[Exercise objective]
Each line from the one containing "Quick job: Convert" through the end of the data is to be written out exactly, and nothing more.
>>>>
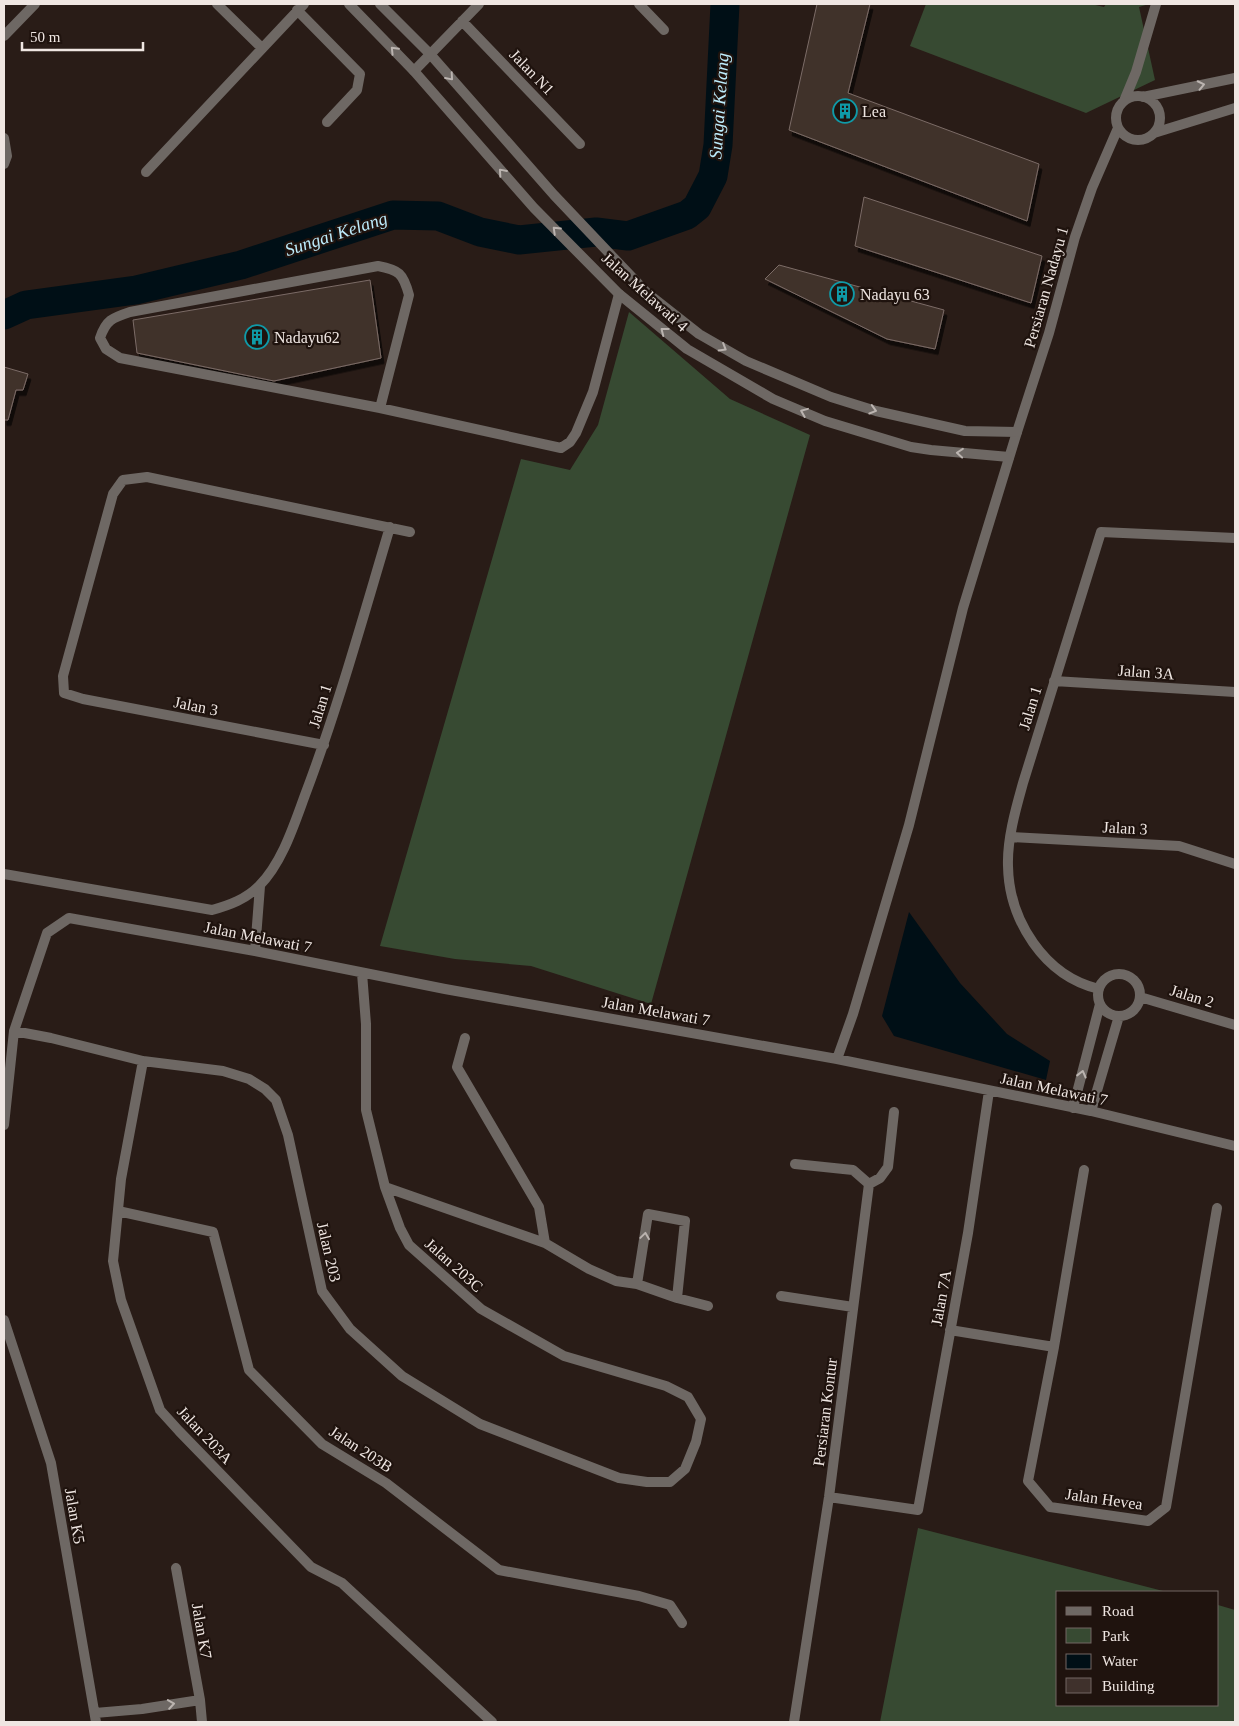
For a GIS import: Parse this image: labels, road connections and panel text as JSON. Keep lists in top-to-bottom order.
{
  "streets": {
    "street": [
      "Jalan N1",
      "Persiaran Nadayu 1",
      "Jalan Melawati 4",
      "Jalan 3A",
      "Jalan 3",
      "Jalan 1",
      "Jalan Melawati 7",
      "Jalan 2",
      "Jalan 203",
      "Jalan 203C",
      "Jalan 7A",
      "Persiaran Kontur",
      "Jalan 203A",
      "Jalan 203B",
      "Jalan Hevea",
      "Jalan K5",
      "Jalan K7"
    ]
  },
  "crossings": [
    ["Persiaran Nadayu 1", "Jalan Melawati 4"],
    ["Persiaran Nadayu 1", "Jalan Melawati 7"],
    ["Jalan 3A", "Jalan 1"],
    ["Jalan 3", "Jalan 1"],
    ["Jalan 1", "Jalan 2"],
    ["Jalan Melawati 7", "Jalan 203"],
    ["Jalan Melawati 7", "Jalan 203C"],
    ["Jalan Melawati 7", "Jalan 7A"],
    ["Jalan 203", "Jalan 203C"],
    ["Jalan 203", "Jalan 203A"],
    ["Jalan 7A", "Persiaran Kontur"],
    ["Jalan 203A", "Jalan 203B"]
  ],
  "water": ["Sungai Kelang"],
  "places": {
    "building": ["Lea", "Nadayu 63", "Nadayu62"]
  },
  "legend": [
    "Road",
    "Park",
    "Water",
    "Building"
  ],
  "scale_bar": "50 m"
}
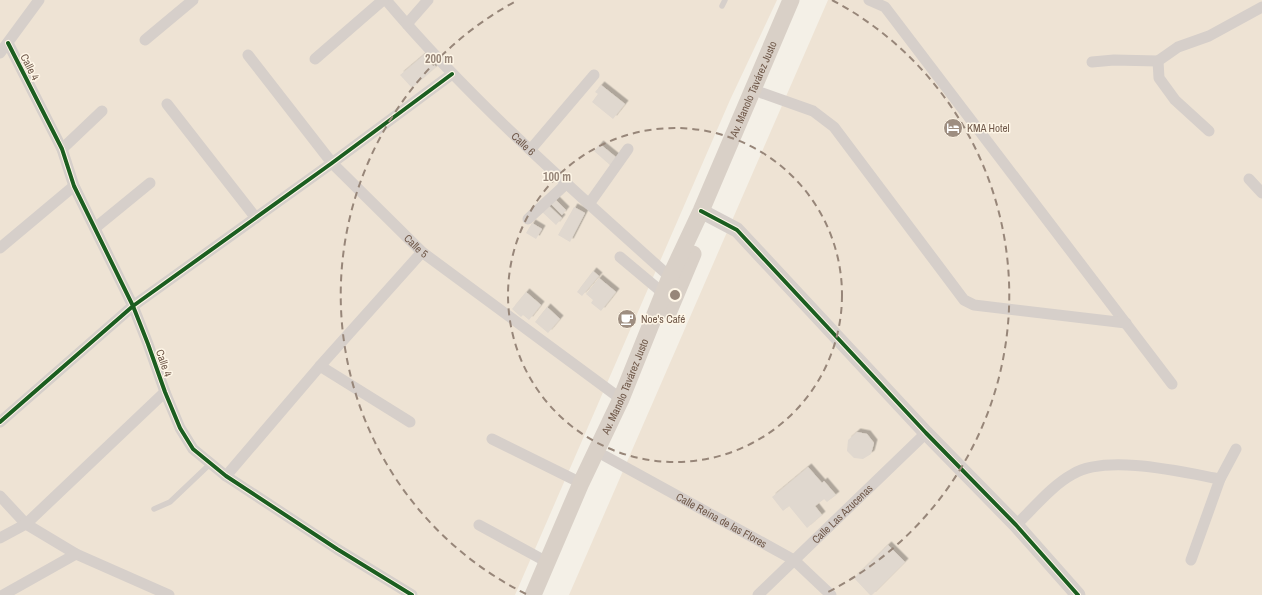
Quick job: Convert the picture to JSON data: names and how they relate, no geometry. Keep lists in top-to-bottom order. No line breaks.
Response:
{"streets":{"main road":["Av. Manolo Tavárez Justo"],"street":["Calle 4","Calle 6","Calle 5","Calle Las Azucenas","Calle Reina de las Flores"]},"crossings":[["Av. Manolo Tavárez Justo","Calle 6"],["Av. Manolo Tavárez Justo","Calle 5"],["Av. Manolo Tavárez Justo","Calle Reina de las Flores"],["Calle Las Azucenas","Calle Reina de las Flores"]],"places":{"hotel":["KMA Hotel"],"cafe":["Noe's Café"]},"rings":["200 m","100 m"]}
<<<<
[Final answer]
Quick job: Convert the picture to JSON data: names and how they relate, no geometry. Keep lists in top-to-bottom order. No line breaks.
Response:
{"streets":{"main road":["Av. Manolo Tavárez Justo"],"street":["Calle 4","Calle 6","Calle 5","Calle Las Azucenas","Calle Reina de las Flores"]},"crossings":[["Av. Manolo Tavárez Justo","Calle 6"],["Av. Manolo Tavárez Justo","Calle 5"],["Av. Manolo Tavárez Justo","Calle Reina de las Flores"],["Calle Las Azucenas","Calle Reina de las Flores"]],"places":{"hotel":["KMA Hotel"],"cafe":["Noe's Café"]},"rings":["200 m","100 m"]}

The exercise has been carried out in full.